'You Throw the Sand Against the Wind, and the Wind Blows It Back Again'

Sunday, April 7, 2013 / 10:29 PM

There is still sand in the navy blue
flats I wore to Long Island the day the three of us went to brunch and ended up on the beach.

"I don't know if you know this," I said, "but I'm a Californian who doesn't like the beach."

That's not entirely true--some of my best memories come from evenings on piers, and watching the waves from the sand. The beach is unavoidable when you spend four years in Orange County. What I hated were crowded beaches in the daytime and sunburnt bros and the sand that followed you home and appeared for months in clothing you never even took to the beach in the first place.

But hopping on that train last October and heading out to a beach, the first I'd been to since moving to the East Coast, was refreshing, rejuvenating. It wasn't just the fresh air and the empty sidewalks; it was being with two amazing people while close to the ocean again, and laughing over torn cardigans and spilt ketchup.

That was only six months ago. It feels like it's been years. I don't remember much about the city or the streets there, and I can barely recognize the friends I fell asleep next to so comfortable on the train.

This French novelist once said, "The more things change, the more they stay the same." I used to scoff at that notion because if things were always changing, how could I hold onto the love and the dreams and the optimism? You feel certain things when you're 16, 18, 21, 22 in new and different ways. I couldn't imagine being who I am today with the same thoughts and feelings of a 16 year old.

But what I think that saying really means is that there are memories you hold inside of you that don't ever change, and that sometimes it's the insecurities you may have felt as a 10 year old on the playground or the mistrust you've held in your heart since you were 18 that remain so deeply engraved on the cover of your life. There's a part of you that is built on all of the things you've never forgotten--whether they be good memories or bad ones--and even as you grow up and learn more and become somebody new with each passing year, you can't ever really distance yourself from memories and from the past. Maybe sometimes that's a good thing, maybe sometimes it isn't.
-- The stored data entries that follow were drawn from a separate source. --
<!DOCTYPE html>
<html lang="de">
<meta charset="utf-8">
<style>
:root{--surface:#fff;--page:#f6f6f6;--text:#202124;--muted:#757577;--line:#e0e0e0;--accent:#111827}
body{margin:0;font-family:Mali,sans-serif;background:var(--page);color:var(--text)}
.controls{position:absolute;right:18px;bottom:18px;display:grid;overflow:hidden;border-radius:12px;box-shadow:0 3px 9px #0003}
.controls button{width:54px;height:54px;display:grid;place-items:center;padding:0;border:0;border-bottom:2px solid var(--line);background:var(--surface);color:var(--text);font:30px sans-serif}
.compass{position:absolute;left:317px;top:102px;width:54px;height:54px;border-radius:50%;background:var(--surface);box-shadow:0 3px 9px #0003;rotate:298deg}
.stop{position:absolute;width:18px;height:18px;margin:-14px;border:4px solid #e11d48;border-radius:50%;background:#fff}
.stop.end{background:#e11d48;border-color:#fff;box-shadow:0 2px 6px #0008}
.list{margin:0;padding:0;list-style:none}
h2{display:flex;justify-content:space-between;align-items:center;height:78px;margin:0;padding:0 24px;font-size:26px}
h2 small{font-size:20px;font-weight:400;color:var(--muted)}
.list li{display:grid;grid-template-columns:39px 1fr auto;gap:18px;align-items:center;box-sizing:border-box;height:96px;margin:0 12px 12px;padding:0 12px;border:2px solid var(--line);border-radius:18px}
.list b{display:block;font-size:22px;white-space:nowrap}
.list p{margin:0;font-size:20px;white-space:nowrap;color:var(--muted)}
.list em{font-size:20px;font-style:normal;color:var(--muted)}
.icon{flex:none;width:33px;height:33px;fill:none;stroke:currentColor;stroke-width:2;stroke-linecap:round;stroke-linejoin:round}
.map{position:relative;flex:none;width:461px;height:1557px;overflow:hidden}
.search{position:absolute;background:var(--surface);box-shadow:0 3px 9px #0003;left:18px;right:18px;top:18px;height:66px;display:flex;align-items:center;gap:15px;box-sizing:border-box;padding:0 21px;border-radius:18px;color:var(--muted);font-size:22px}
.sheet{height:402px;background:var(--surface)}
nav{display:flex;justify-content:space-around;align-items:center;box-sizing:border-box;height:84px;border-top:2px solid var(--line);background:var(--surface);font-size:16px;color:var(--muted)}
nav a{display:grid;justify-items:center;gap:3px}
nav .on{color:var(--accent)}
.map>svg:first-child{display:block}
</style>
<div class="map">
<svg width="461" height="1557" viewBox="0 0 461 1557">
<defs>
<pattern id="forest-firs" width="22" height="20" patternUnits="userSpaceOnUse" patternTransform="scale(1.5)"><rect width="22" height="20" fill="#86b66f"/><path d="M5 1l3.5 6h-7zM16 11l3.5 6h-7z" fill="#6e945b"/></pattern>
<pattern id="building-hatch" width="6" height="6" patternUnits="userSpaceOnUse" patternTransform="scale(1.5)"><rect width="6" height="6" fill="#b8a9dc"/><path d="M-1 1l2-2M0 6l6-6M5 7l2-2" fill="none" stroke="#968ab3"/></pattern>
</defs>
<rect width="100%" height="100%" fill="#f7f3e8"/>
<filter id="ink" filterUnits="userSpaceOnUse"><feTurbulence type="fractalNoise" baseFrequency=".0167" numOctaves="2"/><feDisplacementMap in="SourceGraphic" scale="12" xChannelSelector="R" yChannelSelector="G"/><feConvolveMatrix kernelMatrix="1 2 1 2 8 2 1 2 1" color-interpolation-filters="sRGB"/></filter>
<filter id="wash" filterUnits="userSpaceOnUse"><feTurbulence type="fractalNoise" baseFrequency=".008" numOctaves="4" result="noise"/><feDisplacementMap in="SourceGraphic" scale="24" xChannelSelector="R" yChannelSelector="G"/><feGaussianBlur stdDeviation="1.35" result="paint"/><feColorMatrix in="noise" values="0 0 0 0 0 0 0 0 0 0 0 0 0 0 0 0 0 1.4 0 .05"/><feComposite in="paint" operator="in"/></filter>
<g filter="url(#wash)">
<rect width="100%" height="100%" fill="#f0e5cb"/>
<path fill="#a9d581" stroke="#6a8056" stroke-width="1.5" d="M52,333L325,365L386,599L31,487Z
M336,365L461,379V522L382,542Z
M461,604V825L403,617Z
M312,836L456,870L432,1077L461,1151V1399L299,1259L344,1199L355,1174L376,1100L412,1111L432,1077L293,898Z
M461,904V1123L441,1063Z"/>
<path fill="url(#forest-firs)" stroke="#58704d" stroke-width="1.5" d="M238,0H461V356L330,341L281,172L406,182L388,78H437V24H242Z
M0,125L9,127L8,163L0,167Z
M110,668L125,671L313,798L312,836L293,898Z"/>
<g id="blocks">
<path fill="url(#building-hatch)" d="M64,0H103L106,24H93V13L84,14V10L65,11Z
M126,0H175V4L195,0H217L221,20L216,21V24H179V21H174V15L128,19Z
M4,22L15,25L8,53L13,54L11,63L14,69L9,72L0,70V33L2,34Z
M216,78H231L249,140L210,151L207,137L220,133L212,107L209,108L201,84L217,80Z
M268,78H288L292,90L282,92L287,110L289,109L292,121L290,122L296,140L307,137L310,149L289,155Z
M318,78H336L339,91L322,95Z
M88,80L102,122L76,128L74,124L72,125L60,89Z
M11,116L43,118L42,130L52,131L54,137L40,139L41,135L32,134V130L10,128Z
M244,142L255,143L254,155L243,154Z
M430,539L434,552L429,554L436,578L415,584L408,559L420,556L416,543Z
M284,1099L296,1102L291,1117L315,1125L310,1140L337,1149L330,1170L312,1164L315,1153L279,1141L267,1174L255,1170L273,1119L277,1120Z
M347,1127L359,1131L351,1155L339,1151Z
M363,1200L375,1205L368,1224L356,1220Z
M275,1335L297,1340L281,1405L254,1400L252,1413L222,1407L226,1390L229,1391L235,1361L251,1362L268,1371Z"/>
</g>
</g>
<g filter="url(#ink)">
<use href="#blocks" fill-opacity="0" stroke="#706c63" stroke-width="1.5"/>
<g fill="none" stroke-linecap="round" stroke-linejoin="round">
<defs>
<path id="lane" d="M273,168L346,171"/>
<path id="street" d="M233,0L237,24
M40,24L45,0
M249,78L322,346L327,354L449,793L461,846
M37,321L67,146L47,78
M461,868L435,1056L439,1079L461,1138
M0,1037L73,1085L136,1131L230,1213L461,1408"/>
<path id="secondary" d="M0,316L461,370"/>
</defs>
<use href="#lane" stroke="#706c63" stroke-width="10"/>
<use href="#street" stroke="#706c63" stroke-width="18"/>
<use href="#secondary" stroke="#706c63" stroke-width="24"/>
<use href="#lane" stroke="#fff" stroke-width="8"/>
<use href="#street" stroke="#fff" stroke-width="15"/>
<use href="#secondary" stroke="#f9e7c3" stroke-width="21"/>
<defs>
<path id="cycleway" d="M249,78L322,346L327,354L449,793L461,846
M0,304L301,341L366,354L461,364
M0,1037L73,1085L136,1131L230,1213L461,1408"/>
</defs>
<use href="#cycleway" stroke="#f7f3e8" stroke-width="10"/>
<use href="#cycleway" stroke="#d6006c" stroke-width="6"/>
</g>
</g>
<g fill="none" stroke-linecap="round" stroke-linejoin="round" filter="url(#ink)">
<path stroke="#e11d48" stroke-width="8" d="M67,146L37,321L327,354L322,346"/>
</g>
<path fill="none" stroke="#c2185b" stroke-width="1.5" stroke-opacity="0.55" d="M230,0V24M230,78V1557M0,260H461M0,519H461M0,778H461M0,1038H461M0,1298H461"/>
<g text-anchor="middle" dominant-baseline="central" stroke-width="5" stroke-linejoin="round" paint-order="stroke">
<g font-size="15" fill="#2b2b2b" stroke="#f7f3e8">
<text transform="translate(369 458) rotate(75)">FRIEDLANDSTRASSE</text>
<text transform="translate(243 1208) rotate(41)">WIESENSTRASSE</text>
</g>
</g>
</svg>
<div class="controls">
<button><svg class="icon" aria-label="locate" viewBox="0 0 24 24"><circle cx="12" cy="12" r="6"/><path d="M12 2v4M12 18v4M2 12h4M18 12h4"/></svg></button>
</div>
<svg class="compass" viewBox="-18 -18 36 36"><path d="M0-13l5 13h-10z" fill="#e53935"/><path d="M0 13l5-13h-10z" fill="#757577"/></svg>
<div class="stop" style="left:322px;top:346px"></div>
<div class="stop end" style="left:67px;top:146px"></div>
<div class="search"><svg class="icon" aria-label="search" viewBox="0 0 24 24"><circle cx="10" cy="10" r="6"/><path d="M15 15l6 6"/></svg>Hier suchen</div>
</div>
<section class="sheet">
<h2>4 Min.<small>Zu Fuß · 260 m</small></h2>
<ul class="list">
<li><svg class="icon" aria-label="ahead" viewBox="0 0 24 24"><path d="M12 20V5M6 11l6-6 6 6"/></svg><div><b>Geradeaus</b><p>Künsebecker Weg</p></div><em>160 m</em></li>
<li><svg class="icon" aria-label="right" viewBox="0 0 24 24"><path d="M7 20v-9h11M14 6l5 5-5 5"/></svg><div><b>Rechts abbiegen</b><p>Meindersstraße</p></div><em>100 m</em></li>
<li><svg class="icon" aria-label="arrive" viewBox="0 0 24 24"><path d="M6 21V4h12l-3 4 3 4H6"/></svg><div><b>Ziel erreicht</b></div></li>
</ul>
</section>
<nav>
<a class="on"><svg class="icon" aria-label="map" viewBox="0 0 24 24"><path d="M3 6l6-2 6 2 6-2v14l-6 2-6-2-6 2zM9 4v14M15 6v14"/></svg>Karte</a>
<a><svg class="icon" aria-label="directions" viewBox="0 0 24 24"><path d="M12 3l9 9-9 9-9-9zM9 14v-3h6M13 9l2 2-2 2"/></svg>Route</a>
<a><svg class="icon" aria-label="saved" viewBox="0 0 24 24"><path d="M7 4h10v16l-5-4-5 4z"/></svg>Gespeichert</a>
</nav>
The person I am today is built on the foundation of every experience I've ever had. Those beach-filled memories of bonfires and boardwalks and little bottles of alcohol tucked into a crevice between us in the sand don't just disappear. No, perhaps they became painful to see all around, and it was best to leave it behind, to move forward onto new memories and a new chapter, but it doesn't mean they're gone.

I've been in New York for over a year now, but it feels like less because I didn't really start that new chapter until it was almost too late. I guess I didn't expect those old memories to follow me 3,000 miles east, and I think that's why I'm not done with New York yet, even though the chance to leave it could be just a phone call away. Perhaps I don't love things now the way I did six months ago, but I know I loved them once. That didn't disappear. I still have the sand to prove it.